[Saved data entries]

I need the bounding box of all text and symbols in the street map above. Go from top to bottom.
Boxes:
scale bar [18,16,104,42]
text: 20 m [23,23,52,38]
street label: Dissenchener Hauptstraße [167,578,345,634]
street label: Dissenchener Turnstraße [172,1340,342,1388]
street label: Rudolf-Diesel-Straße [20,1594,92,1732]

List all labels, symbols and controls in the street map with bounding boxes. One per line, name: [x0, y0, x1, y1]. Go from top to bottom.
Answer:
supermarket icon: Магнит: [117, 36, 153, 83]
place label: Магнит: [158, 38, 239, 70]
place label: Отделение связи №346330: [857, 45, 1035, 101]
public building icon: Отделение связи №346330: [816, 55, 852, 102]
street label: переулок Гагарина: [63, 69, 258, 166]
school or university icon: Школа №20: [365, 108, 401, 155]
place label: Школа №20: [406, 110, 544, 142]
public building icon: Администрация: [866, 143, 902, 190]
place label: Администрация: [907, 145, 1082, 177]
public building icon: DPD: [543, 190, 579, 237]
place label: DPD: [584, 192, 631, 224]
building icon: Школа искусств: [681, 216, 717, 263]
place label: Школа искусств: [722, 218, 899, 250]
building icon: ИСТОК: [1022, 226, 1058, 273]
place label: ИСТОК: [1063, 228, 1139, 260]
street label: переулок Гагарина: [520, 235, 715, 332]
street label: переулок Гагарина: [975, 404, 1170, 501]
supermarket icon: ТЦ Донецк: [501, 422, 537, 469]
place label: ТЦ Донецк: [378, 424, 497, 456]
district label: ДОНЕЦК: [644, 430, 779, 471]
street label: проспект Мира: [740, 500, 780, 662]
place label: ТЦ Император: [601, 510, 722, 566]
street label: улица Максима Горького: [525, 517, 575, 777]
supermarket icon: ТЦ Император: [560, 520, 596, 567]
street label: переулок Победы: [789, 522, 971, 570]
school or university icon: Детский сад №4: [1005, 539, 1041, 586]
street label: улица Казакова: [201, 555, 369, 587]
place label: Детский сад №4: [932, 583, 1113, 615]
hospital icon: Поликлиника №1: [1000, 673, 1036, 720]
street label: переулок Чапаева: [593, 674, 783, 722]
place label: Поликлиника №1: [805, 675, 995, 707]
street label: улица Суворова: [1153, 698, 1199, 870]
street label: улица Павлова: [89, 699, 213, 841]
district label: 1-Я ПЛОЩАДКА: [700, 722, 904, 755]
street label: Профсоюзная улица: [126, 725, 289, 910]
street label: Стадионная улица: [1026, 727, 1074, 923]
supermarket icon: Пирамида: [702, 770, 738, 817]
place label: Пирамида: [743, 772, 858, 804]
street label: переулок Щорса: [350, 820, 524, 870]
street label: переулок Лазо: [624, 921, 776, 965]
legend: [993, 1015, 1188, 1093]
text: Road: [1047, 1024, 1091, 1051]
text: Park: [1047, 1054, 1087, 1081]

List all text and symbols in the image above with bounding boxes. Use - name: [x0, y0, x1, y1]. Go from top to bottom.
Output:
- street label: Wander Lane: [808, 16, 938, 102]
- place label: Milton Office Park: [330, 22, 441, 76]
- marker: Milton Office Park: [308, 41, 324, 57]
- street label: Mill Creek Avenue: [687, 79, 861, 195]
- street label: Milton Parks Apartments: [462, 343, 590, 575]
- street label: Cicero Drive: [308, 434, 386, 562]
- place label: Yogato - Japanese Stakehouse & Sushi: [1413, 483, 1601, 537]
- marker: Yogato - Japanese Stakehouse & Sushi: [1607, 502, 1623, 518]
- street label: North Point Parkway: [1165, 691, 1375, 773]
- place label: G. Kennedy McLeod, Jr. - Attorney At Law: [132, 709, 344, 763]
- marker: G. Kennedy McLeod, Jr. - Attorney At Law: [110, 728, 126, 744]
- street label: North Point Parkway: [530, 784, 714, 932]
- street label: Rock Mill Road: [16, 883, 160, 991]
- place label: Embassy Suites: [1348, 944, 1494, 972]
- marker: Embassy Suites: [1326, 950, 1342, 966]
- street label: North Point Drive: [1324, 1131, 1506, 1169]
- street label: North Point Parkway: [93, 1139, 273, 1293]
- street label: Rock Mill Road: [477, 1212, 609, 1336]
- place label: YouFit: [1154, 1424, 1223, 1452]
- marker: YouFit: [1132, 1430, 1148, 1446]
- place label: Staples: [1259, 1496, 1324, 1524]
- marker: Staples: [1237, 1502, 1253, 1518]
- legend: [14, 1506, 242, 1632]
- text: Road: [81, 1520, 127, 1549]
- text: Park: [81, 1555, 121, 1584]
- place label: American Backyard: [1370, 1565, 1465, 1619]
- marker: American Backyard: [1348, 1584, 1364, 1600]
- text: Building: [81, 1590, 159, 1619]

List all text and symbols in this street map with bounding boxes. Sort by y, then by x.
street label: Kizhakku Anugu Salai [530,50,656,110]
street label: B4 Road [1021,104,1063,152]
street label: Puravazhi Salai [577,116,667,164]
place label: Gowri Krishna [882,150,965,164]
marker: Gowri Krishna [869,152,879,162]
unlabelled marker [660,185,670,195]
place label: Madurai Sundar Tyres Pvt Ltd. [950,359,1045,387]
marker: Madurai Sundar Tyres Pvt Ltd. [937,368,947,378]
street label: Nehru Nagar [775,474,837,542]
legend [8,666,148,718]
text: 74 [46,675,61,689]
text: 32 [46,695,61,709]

• [YOUR ASSIGNMENT]
Copy the records above exactly, please, but only from the first line through the line containing "List all labels, symbols".

• [SOLUTION TO THE EXERCISE]
I need the bounding box of all text and symbols in the street map above. Go from top to bottom.
Boxes:
scale bar [18,16,104,42]
text: 20 m [23,23,52,38]
street label: Dissenchener Hauptstraße [167,578,345,634]
street label: Dissenchener Turnstraße [172,1340,342,1388]
street label: Rudolf-Diesel-Straße [20,1594,92,1732]

List all labels, symbols and controls in the street map with bounding boxes. One per line, name: [x0, y0, x1, y1]. Go from top to bottom.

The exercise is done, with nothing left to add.